In 1980, the youthful Islamic Republic and its founder Ayatollah Ruhollah Khomeini enjoyed a deep reservoir of popular support, said Meir Javedanfar, an Iranian-Israeli analyst at the Interdisciplinary Center in Herzliya, Israel.

"Ayatollah Khomeini led the people of Iran through the initial stages of the war after leading them through a historic revolution," he said.

That support will be difficult for Khamenei to replicate, Javedanfar said, especially after the widespread popular unrest that followed President Mahmoud Ahmadinejad's 2009 re-election. Protesters said the vote, endorsed by Khamenei, was rigged.

"Iran's young generation is not as passionate as the one during that time (the Iraq war)," said 49-year-old Sotoudeh, an interior designer. "They are disillusioned somehow.

"They want jobs, security and a free environment. They never experienced the social freedoms that we had before the revolution, but nevertheless they love Iran."

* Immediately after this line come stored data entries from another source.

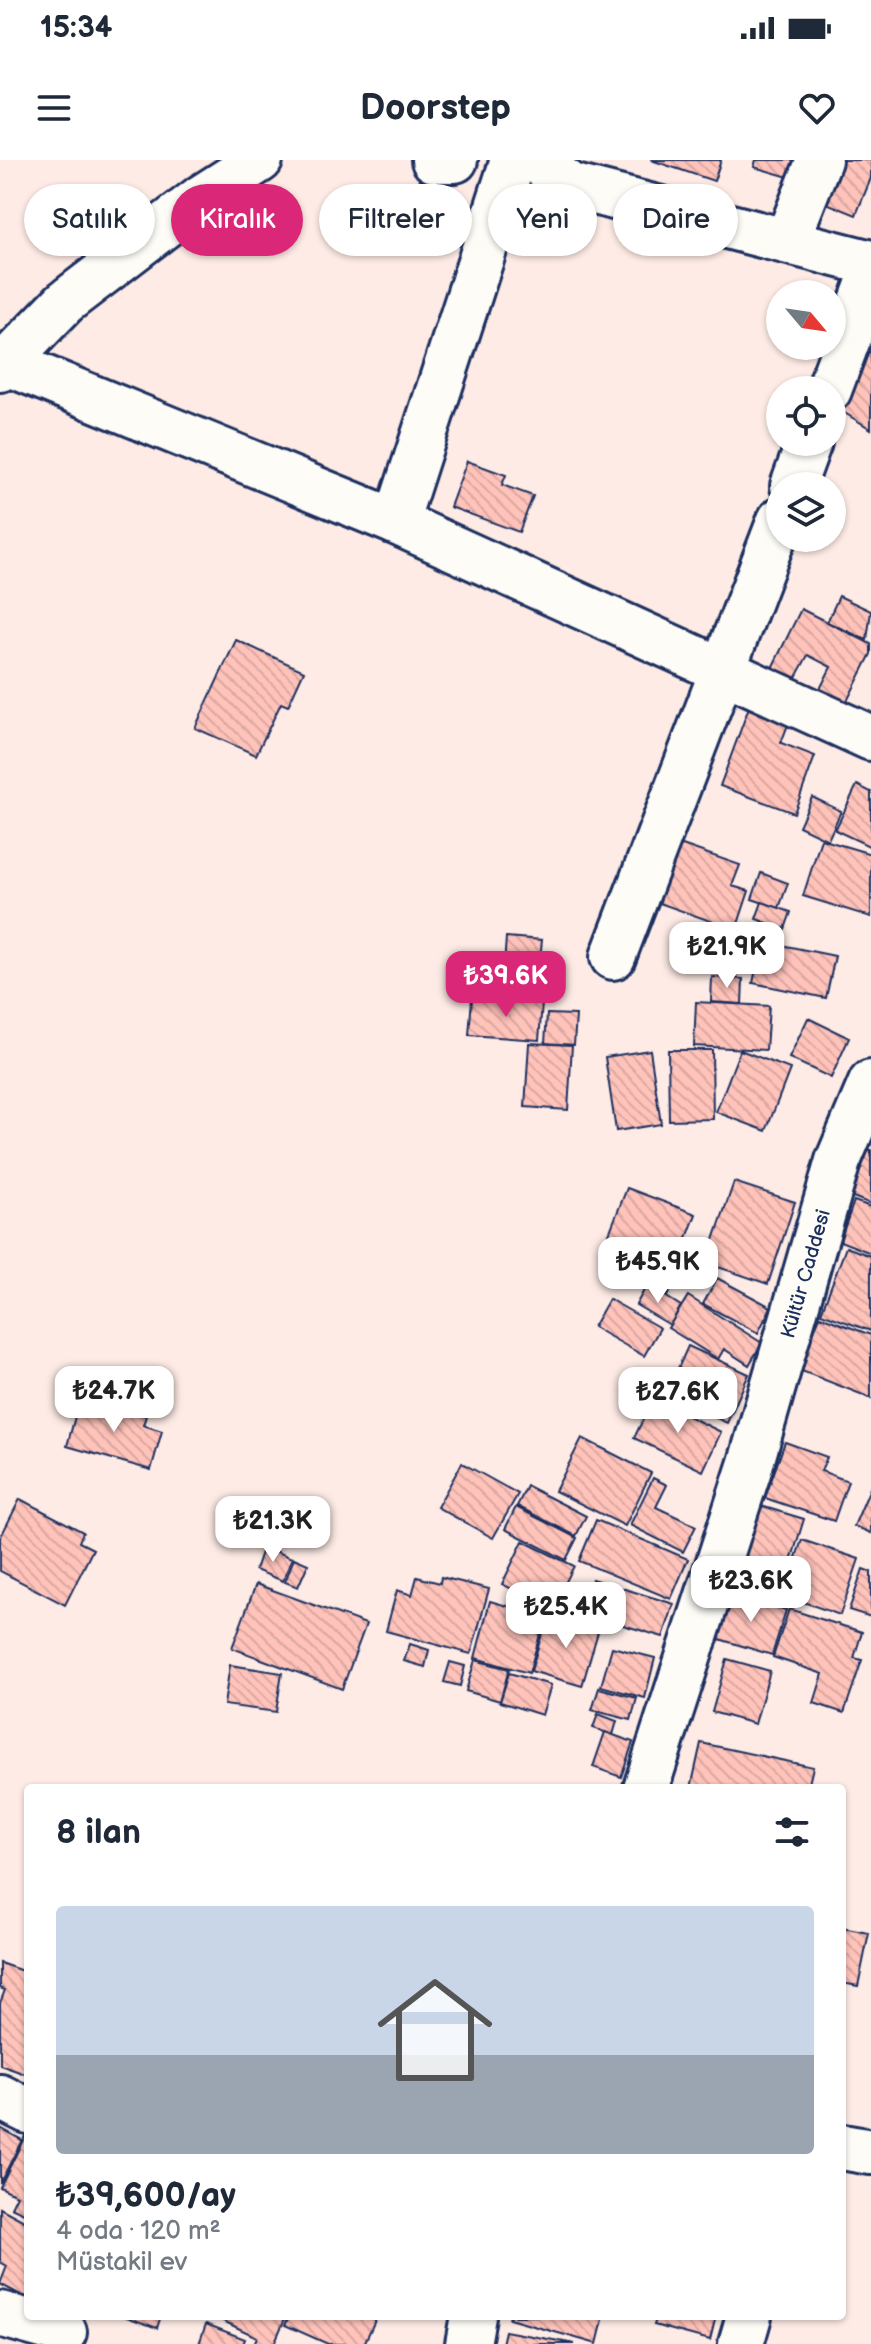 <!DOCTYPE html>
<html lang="tr">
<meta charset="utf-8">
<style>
:root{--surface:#fff;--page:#f6f6f7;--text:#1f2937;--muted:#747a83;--accent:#db2777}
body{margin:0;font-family:"Balsamiq Sans",sans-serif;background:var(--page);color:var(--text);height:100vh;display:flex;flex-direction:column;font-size:30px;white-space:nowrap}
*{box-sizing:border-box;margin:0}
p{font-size:26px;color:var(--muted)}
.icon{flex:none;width:44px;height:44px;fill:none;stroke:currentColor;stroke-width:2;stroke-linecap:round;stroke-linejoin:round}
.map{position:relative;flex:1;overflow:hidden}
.sheet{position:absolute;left:24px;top:1624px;width:822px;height:536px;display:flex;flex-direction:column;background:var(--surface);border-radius:8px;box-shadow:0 2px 6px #0004}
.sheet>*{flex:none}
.hud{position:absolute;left:24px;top:24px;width:824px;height:72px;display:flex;gap:16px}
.needle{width:52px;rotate:119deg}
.controls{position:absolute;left:766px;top:120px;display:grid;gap:16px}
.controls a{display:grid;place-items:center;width:80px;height:80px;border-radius:50%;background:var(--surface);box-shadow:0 2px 6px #0004;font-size:40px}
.price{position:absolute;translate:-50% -68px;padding:0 18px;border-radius:16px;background:#fff;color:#222;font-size:26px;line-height:52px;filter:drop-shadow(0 2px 4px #0008)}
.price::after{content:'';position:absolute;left:50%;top:48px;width:24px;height:18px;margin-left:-12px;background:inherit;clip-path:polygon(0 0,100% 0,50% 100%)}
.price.on{background:var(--accent);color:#fff}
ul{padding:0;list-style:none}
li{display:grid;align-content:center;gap:16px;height:424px;padding:0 32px}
li span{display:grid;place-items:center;height:248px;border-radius:8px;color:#555}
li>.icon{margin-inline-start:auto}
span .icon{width:144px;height:144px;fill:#fffc;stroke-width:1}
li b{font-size:34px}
h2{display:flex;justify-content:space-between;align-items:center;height:96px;padding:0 32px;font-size:34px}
.tag{padding:0 28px;border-radius:36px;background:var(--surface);box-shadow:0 2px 6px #0004;font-size:28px;line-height:72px}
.tag.on{background:var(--accent);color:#fff}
.status{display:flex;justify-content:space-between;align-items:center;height:56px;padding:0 40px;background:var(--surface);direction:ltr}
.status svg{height:22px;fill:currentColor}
header{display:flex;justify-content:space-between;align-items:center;height:104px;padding:0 32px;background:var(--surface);font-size:36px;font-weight:700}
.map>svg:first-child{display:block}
.building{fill:url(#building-back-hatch);stroke:#1b2f5e;stroke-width:2}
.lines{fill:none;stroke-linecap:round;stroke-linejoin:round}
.minor-casing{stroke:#1b2f5e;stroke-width:50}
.minor{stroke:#fdfcf7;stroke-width:44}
.labels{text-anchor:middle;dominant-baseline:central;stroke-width:6;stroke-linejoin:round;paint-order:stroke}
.street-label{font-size:20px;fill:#1b2f5e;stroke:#fdfcf7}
</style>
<div class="status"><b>15:34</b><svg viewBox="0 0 49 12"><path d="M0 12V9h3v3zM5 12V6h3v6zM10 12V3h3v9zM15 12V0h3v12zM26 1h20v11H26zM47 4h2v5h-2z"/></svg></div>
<header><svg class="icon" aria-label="menu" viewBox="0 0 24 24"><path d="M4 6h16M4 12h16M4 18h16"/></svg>Doorstep<svg class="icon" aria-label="heart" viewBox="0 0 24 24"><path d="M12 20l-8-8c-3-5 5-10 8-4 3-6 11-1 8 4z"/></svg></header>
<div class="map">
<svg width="871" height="2184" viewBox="0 0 871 2184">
<defs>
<pattern id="building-back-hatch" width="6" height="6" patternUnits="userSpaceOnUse" patternTransform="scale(2)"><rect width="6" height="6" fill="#ffc3ba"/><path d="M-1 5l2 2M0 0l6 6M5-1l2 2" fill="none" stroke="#daa8a2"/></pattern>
</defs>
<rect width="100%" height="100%" fill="#feebe5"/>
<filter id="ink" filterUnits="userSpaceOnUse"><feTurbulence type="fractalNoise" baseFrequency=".0125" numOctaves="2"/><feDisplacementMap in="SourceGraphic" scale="16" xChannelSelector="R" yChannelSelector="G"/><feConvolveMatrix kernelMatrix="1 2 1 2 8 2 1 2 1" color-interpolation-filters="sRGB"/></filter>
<g filter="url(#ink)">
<g class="building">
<polygon points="651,0 721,0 714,21"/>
<polygon points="756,0 797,0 792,18 754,7"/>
<polygon points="829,0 871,0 871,18 856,55 814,38"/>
<polygon points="867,190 871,193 871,269 833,246"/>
<polygon points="467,301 506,315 502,325 533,336 519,372 450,347"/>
<polygon points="839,436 871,451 867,480 827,462"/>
<polygon points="801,449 871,484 871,494 845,545 819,531 831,507 808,495 795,519 772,508"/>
<polygon points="236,480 304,511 288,546 281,543 256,595 195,568"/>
<polygon points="749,547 789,562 781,583 815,596 794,653 720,626"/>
<polygon points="857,625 871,632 871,687 835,670"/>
<polygon points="812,637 841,651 828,680 799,666"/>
<polygon points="665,679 740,705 732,726 749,731 736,770 645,738"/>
<polygon points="821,679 871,694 871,757 803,736"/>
<polygon points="761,713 788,723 779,748 752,739"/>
<polygon points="762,742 791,752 785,769 756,759"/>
<polygon points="506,777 542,780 539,809 549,810 547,842 475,837 477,805 504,807"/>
<polygon points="762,781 835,796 826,838 753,823"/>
<polygon points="712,817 743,819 742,844 711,842"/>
<polygon points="472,838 542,843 539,880 469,875"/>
<polygon points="696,842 769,846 766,890 694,886"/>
<polygon points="547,854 576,855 574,885 545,883"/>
<polygon points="808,858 849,878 831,918 789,898"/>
<polygon points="529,883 572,885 568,950 525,947"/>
<polygon points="650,890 661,964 616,971 605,897"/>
<polygon points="668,890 712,890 713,959 669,960"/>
<polygon points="740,890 790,909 766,971 716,952"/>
<polygon points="869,989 871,990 871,1044 850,1036"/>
<polygon points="734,1022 795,1042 768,1124 706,1103"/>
<polygon points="627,1028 696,1054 675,1110 605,1084"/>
<polygon points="854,1041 871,1047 871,1093 840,1081"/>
<polygon points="846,1087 871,1096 871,1171 821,1153"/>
<polygon points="658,1112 675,1122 667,1136 650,1125"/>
<polygon points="717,1118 771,1147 758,1173 703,1144"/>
<polygon points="647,1125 681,1146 670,1165 636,1145"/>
<polygon points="688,1136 762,1183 749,1205 724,1189 718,1199 668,1168"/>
<polygon points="609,1139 660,1168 644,1196 593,1167"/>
<polygon points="820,1156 871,1175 871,1238 799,1210"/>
<polygon points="688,1186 749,1214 727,1263 666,1235"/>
<polygon points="80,1238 146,1256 143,1265 162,1271 151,1310 67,1286"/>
<polygon points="653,1239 721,1272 703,1311 634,1278"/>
<polygon points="582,1278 651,1313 625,1366 555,1331"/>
<polygon points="785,1282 827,1297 821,1311 848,1321 834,1361 765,1338"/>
<polygon points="462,1303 518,1334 493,1378 437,1347"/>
<polygon points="653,1318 667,1325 656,1347 696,1366 683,1392 630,1365"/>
<polygon points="527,1326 586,1356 576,1376 517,1346"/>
<polygon points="871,1326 871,1373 854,1366"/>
<polygon points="20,1339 83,1372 79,1382 93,1389 65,1445 0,1411 0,1378"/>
<polygon points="761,1346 804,1359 780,1437 737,1424"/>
<polygon points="516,1347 577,1378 566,1400 505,1369"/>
<polygon points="596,1360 688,1399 671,1439 579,1401"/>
<polygon points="802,1380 859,1399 840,1455 783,1435"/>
<polygon points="523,1381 574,1406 552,1449 502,1424"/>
<polygon points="263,1386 292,1398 283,1421 255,1410"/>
<polygon points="294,1398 308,1404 298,1427 285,1422"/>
<polygon points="863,1409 871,1412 871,1457 849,1450"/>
<polygon points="417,1417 440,1423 441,1417 489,1429 471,1494 386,1471 397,1430 412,1435"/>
<polygon points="592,1419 674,1444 663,1477 583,1453"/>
<polygon points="256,1424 366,1464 342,1529 232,1488"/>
<polygon points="730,1433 786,1450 772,1495 716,1478"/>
<polygon points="490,1441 545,1457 529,1513 475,1498"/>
<polygon points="789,1449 862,1472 854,1498 862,1500 844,1553 814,1543 823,1514 773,1497"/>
<polygon points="568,1455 600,1465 582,1526 531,1511 546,1460 565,1465"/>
<polygon points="410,1484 429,1490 425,1507 404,1501"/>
<polygon points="612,1487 655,1498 645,1538 601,1526"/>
<polygon points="727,1499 770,1511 755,1564 712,1552"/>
<polygon points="475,1500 509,1509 500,1541 466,1531"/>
<polygon points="450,1502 465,1506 460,1526 444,1522"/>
<polygon points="230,1505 282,1513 276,1552 224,1545"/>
<polygon points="509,1513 551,1525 542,1555 500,1542"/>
<polygon points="599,1528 637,1538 631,1560 592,1550"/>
<polygon points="598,1554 617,1561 613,1575 593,1568"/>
<polygon points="605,1572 633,1582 621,1617 593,1607"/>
<polygon points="701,1583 813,1607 808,1628 691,1628"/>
<polygon points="842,1768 869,1773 858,1826 842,1823"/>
<polygon points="0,1803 28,1813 28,1915 0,1905 0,1843 5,1830 0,1828"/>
<polygon points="0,1968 22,1980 0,2023"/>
<polygon points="25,1976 28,1978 28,2055 11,2047 17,2035 0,2027"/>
<polygon points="0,2048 28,2063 28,2139 0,2124 7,2106 0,2102"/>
<polygon points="124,2156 161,2156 157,2168"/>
<polygon points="221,2156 286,2156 274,2184 254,2184 257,2177 219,2159"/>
<polygon points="289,2156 377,2156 364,2184 328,2184 285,2165"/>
<polygon points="510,2156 604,2156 597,2184 509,2159"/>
<polygon points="657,2156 716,2156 710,2180 654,2165"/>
<polygon points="206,2164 245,2179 243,2184 199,2184"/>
<polygon points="505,2171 575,2184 502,2184"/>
</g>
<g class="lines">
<g class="minor-casing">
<g id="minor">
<polyline points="434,0 455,0"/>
<polyline points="536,0 571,26 871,103"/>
<polyline points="787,81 819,0"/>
<polyline points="5,202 396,362 871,578"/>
<polyline points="0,209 65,142 202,37 260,0"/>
<polyline points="829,230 871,117"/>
<polyline points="793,326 809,282"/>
<polyline points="396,362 513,0"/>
<polyline points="613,797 780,360"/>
<polyline points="646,1628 751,1303 838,1001 871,923"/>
<polyline points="0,1937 28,1951"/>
<polyline points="842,1987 871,1992"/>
<polyline points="0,2154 64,2172"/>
<polyline points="468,2184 473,2156"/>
<polyline points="741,2184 749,2156"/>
</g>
</g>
<use href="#minor" class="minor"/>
</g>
</g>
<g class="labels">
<g class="street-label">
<text transform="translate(806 1114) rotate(-74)">Kültür Caddesi</text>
</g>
</g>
</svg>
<div class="controls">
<a><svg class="needle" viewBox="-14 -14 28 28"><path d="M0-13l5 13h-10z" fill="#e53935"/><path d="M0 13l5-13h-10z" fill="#747a83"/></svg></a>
<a><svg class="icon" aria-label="locate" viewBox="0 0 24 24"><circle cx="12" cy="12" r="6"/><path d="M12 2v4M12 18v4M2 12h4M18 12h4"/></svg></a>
<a><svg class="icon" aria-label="layers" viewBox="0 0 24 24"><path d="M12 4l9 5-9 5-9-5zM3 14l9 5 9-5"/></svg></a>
</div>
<b class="price" style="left:727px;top:830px">₺21.9K</b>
<b class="price on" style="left:506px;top:859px">₺39.6K</b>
<b class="price" style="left:658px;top:1145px">₺45.9K</b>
<b class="price" style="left:114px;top:1274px">₺24.7K</b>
<b class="price" style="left:678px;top:1275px">₺27.6K</b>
<b class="price" style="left:273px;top:1404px">₺21.3K</b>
<b class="price" style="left:751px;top:1464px">₺23.6K</b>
<b class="price" style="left:566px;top:1490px">₺25.4K</b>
<div class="hud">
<a class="tag">Satılık</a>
<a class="tag on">Kiralık</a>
<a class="tag">Filtreler</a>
<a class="tag">Yeni</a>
<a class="tag">Daire</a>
</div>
<section class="sheet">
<h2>8 ilan<svg class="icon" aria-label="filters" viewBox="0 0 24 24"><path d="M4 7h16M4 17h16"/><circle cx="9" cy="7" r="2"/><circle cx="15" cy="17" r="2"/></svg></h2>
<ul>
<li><span style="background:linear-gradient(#c9d6e8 60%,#9aa5b1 0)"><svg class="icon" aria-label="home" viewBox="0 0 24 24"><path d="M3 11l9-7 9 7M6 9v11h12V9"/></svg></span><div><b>₺39,600/ay</b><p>4 oda · 120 m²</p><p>Müstakil ev</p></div></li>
</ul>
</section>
</div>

Rising food prices sparked protests in the northeastern town of Neishabour in July in a rare expression of discontent, according to a YouTube video and reports on Iranian news sites.

"They (the government) will certainly attempt to recreate this narrative of Iran versus the world, but at the end of the day far more Iranians care about the price of chicken than they do enriched uranium," said Karim Sadjadpour, an Iran expert at the Carnegie Endowment for International Peace in Washington.

Several Iranians said they believed people would unite behind the government if Israel struck Iran's nuclear sites, though perhaps less fervently than during the Iran-Iraq war.

An Israeli attack would probably involve air strikes targeting nuclear sites, rather than the full-scale air and ground invasion undertaken by Iraqi forces, depriving the government of images that could help stir nationalist sentiment.

"In case of an attack, we might not see as many young people volunteering to fight in a battle but I am sure they would not stay indifferent," Sotoudeh said. "They would put up with harder conditions because they love their country."

Others say Iranians, now accustomed to relatively high living standards, would not easily tolerate shortages and austerity again. Rising oil revenue in the last decade has enabled an expansion of the middle class. Foreign luxury goods fill shopping malls in major cities.

"The youth nowadays are much more materialistic and don't give priority to the ideas that dominated our minds back then, such as preserving the Islamic government," said Ali, 53, an insurance manager who volunteered to fight in the 1980s.

"That said, I'm pretty sure these modern young Iranians would surprise everyone if a foreign country attacked," he said.

"They might be after the latest cars, fashion and rock music but if they felt their country Iran was in danger, they would defend it with all they have."